== Segment start ==

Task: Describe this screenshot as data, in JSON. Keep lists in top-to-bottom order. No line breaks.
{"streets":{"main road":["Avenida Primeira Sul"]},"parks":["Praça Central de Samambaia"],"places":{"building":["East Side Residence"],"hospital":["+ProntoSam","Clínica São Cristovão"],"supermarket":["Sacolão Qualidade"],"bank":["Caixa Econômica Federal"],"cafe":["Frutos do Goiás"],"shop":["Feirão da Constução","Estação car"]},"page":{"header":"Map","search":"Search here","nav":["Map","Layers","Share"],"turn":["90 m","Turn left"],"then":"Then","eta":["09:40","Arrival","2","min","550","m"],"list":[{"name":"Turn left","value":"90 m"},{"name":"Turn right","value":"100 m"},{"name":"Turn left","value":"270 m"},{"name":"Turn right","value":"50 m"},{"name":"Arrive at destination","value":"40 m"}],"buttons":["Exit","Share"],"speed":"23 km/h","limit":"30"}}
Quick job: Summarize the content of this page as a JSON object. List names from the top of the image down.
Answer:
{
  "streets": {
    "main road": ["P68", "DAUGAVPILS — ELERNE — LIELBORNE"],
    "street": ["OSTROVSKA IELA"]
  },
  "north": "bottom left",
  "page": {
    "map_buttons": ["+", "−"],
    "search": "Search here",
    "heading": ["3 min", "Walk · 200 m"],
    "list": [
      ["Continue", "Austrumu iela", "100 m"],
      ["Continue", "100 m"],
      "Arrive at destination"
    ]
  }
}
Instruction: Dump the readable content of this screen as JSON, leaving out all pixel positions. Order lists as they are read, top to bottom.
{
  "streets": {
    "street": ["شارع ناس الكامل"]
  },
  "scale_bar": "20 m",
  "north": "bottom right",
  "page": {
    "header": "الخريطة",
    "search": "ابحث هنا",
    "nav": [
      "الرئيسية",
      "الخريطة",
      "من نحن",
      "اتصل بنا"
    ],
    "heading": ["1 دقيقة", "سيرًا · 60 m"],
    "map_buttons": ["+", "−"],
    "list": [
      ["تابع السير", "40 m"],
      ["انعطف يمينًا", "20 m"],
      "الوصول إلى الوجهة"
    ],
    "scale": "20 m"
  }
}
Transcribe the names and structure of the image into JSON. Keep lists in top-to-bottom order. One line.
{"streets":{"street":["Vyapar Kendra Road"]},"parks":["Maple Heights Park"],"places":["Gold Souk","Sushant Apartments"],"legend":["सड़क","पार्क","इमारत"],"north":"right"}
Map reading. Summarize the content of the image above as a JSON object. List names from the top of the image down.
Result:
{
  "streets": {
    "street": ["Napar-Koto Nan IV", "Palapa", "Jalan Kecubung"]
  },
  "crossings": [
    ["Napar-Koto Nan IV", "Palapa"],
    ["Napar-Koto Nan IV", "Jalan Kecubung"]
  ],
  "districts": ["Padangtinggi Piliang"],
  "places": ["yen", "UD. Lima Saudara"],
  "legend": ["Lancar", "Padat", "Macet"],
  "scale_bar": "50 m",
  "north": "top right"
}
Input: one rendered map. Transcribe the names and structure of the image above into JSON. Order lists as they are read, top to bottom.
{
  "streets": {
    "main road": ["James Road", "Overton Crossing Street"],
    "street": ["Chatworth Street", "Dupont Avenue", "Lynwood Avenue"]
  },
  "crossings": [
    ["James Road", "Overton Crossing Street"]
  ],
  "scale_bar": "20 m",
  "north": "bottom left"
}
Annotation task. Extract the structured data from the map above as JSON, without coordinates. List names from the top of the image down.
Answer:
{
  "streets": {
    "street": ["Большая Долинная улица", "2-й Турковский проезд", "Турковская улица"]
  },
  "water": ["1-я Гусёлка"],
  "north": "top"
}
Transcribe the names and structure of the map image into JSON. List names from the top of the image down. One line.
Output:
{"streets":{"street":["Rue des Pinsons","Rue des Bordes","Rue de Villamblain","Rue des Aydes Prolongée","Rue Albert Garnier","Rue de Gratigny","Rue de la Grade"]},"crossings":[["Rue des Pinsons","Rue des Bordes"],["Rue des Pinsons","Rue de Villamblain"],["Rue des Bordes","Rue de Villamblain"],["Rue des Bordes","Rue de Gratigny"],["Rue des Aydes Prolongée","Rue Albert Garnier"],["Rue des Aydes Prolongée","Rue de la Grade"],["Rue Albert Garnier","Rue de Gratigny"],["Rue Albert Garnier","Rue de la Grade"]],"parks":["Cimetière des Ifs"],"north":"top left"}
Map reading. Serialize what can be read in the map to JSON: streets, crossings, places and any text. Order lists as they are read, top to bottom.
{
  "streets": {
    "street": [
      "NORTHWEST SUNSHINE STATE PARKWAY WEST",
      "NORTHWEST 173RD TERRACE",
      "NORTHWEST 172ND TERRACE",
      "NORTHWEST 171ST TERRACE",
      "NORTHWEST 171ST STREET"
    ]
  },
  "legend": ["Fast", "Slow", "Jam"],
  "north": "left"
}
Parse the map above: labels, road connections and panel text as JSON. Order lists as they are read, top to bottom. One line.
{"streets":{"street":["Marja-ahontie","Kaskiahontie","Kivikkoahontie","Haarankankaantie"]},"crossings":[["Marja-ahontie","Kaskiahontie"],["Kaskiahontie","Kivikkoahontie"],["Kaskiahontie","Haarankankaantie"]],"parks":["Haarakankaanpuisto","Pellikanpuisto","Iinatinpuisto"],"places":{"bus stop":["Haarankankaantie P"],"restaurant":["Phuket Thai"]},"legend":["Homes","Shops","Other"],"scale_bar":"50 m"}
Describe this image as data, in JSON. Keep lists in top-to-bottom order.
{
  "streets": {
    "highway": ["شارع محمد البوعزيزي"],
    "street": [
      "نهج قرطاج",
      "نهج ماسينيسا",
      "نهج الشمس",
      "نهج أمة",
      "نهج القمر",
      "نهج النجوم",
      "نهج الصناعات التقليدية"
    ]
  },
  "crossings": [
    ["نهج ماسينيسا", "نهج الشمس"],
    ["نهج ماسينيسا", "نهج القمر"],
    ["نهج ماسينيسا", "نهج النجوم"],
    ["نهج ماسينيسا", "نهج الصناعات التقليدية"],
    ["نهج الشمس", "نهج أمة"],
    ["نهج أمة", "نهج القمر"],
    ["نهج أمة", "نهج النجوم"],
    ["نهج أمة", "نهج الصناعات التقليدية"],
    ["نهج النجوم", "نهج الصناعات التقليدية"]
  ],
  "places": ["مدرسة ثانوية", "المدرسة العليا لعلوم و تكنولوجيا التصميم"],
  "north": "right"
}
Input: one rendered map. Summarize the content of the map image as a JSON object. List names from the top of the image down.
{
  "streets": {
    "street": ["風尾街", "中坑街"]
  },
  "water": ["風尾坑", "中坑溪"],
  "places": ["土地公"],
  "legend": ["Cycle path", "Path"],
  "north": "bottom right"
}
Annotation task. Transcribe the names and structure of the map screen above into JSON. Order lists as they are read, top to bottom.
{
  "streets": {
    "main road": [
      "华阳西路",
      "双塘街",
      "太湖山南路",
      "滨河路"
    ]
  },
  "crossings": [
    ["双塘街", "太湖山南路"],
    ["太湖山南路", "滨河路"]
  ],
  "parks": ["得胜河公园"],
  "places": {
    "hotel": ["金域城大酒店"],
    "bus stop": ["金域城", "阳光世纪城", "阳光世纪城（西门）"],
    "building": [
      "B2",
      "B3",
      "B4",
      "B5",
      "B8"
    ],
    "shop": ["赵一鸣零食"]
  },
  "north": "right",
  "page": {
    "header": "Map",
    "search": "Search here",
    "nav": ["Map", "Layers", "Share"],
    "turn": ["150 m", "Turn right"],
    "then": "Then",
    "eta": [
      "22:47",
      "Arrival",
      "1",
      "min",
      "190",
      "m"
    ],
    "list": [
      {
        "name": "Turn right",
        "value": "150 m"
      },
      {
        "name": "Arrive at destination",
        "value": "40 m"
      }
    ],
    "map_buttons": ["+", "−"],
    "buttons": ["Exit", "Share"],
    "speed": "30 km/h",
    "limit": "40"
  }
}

== Segment end ==

> [Your assignment] Retype only this portion of the data above: the line containing "Annotation task. Extract", the line containing "Transcribe the names and structure of the map image", and all lines between them, exactly.

> [Solved problem]
Annotation task. Extract the structured data from the map above as JSON, without coordinates. List names from the top of the image down.
Answer:
{
  "streets": {
    "street": ["Большая Долинная улица", "2-й Турковский проезд", "Турковская улица"]
  },
  "water": ["1-я Гусёлка"],
  "north": "top"
}
Transcribe the names and structure of the map image into JSON. List names from the top of the image down. One line.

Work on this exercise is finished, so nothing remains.